Work instruction: Extract the lines from the first one in the records below through the line containing "1px #8d765c) drop-shadow(0", keeping both ends and leaving out any pictures.

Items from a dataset
============

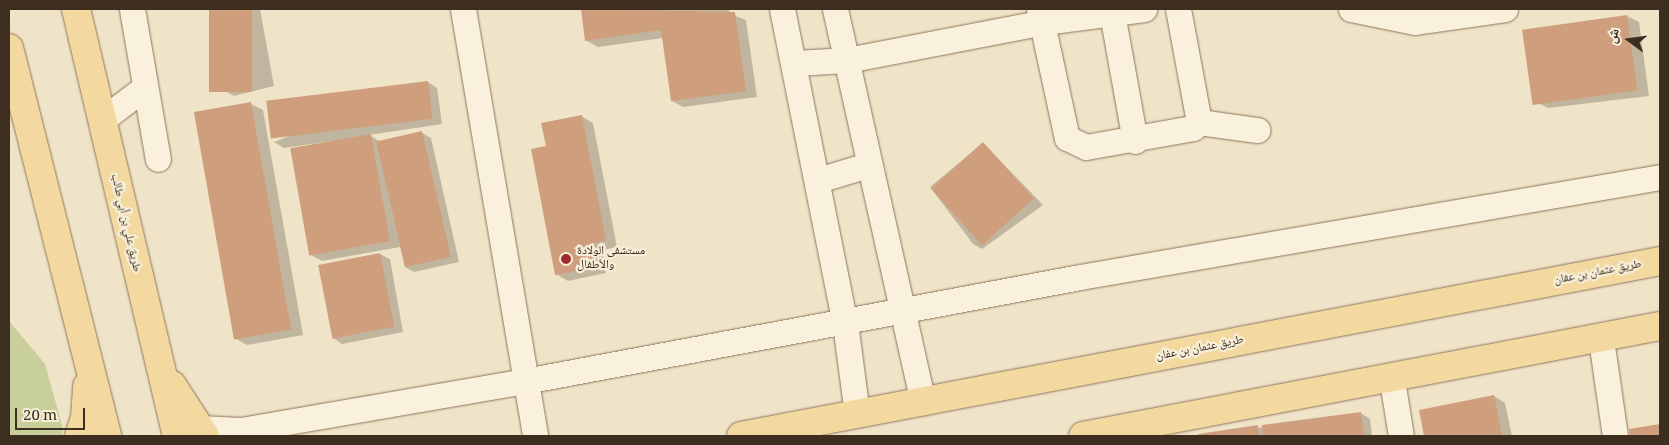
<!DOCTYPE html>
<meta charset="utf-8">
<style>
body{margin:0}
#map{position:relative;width:1669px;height:445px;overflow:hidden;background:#f0e4c8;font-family:Georgia,"Noto Naskh Arabic",serif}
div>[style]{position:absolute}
.green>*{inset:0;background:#c9cf9b}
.shadow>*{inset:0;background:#0003}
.building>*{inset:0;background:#cf9f7d;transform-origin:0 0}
.roads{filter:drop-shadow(0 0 1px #8d765c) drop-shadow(0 0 1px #8d765c)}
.minor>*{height:25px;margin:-12.5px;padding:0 12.5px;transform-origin:12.5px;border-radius:12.5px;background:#faf1dc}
.major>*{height:28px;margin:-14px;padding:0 14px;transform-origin:14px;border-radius:14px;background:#f3d9a0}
.dots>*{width:14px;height:14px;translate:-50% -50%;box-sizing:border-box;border:2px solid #f7eed8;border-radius:50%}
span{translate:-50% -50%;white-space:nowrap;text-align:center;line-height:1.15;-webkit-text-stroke:4.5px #f7eed8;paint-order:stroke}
.street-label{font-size:12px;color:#3d2e20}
.poi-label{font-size:12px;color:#3d2e20}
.left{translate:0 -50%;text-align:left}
.frame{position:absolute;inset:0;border:10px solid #3d2e20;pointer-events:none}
.north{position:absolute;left:1604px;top:15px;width:50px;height:50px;-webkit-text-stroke:4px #f7eed8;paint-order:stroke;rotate:284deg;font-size:14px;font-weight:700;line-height:20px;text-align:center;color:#3d2e20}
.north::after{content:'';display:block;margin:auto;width:18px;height:22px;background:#3d2e20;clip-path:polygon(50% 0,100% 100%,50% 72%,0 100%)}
.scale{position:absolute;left:15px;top:408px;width:70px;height:22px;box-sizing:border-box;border:2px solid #3d2e20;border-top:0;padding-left:6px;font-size:15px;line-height:18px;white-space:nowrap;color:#3d2e20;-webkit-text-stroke:4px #f7eed8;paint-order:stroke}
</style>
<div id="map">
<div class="green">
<i style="clip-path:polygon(9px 321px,45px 364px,63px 429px,61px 436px,9px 436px)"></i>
</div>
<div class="shadow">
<i style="clip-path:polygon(211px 9px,260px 9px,274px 86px,234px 96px,225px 91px)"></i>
<i style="clip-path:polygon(582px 9px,729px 9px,730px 14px,746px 20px,757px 97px,683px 107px,672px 101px,663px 38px,598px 47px,587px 41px)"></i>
<i style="clip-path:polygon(1627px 16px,1639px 22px,1649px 96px,1548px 108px,1536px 102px)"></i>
<i style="clip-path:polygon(428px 82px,437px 88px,442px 124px,369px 135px,381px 142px,422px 133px,431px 138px,459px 262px,414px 272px,405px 267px,400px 247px,322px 261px,311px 255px,332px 141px,284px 148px,274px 142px)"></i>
<i style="clip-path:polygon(251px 104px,263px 110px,303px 335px,247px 345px,236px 339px)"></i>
<i style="clip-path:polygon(581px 116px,593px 123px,617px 247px,602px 250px,606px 273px,568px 281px,556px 274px,547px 147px)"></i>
<i style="clip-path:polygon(983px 143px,1043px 205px,982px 249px,973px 244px,930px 187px)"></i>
<i style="clip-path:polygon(380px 254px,390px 259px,403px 332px,342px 344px,333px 338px)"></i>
<i style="clip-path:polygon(1494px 396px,1505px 403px,1512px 436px,1426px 436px,1421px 411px)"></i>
<i style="clip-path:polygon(1361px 413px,1370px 419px,1372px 436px,1200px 436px)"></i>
</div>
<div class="building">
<i style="left:209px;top:9px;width:43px;height:83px"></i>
<i style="clip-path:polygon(581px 9px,735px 12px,746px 91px,671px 101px,661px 30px,585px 41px)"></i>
<i style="left:1627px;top:15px;width:76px;height:106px;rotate:82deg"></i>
<i style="left:428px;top:81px;width:38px;height:163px;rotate:83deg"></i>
<i style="left:251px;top:102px;width:231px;height:58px;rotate:80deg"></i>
<i style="clip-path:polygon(582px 115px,606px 241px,591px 244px,596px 267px,555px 275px,531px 149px,546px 146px,541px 123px)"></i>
<i style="left:422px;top:131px;width:129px;height:47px;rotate:77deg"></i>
<i style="left:371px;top:134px;width:109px;height:82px;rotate:80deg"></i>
<i style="left:983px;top:142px;width:76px;height:70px;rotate:48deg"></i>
<i style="left:380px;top:253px;width:75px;height:63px;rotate:79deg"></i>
<i style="clip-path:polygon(1494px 395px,1502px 436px,1424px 436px,1419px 410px)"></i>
<i style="clip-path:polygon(1361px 412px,1364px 436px,1263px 436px,1262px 425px)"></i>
<i style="clip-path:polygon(1660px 424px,1660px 436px,1630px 436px,1629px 429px)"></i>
<i style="clip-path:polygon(1258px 425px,1259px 436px,1199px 436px,1198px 434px)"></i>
</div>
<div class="roads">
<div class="minor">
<i style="left:132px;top:9px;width:152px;rotate:80.2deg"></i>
<i style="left:463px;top:9px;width:433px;rotate:80.4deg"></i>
<i style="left:782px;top:9px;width:320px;rotate:78.7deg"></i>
<i style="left:845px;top:323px;width:92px;rotate:82.5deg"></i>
<i style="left:835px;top:9px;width:403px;rotate:77.4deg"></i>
<i style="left:1039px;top:9px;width:132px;rotate:77.8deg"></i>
<i style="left:1067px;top:138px;width:21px;rotate:25deg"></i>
<i style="left:1086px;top:147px;width:109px;rotate:-10.1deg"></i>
<i style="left:1193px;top:128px;width:8px;rotate:-45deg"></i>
<i style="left:1199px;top:122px;width:115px;rotate:-100.5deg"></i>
<i style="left:1351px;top:9px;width:65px;rotate:11.5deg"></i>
<i style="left:1415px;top:22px;width:91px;rotate:-8.2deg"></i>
<i style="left:1112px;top:13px;width:130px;rotate:79.8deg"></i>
<i style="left:795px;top:63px;width:52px;rotate:-3.3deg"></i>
<i style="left:847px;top:60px;width:201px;rotate:-10.9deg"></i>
<i style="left:1044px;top:22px;width:101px;rotate:-7.4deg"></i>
<i style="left:102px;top:120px;width:54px;rotate:-37.5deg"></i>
<i style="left:1199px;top:122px;width:59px;rotate:7.9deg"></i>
<i style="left:818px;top:180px;width:52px;rotate:-16.7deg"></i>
<i style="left:1601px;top:339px;width:98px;rotate:81.8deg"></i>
<i style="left:1392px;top:380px;width:57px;rotate:80.9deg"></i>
<i style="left:198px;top:428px;width:43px;rotate:2.7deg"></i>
<i style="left:241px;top:430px;width:288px;rotate:-9.8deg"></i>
<i style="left:525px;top:381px;width:565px;rotate:-10.61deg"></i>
<i style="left:1080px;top:277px;width:589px;rotate:-9.78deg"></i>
</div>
<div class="major">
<i style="left:76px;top:9px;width:439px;rotate:76.7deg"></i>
<i style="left:9px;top:48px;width:400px;rotate:75.8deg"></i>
<i style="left:172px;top:385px;width:61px;rotate:57.1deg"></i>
<i style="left:79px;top:436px;width:19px;rotate:-72deg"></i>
<i style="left:85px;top:418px;width:32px;rotate:-86deg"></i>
<i style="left:741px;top:436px;width:936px;rotate:-10.78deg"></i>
<i style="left:1083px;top:436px;width:587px;rotate:-10.79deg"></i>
</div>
</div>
<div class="dots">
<i style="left:566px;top:259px;background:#9e2a2b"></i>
</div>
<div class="street-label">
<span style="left:125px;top:223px;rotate:77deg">طريق علي بن أبي طالب</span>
<span style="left:1598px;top:273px;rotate:-11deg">طريق عثمان بن عفان</span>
<span style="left:1200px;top:349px;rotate:-11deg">طريق عثمان بن عفان</span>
</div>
<div class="poi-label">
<span class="left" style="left:577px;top:259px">مستشفى الولادة<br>والأطفال</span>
</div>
<div class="frame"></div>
<div class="north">ش</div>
<div class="scale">20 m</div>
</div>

============

Answer box:
<!DOCTYPE html>
<meta charset="utf-8">
<style>
body{margin:0}
#map{position:relative;width:1669px;height:445px;overflow:hidden;background:#f0e4c8;font-family:Georgia,"Noto Naskh Arabic",serif}
div>[style]{position:absolute}
.green>*{inset:0;background:#c9cf9b}
.shadow>*{inset:0;background:#0003}
.building>*{inset:0;background:#cf9f7d;transform-origin:0 0}
.roads{filter:drop-shadow(0 0 1px #8d765c) drop-shadow(0 0 1px #8d765c)}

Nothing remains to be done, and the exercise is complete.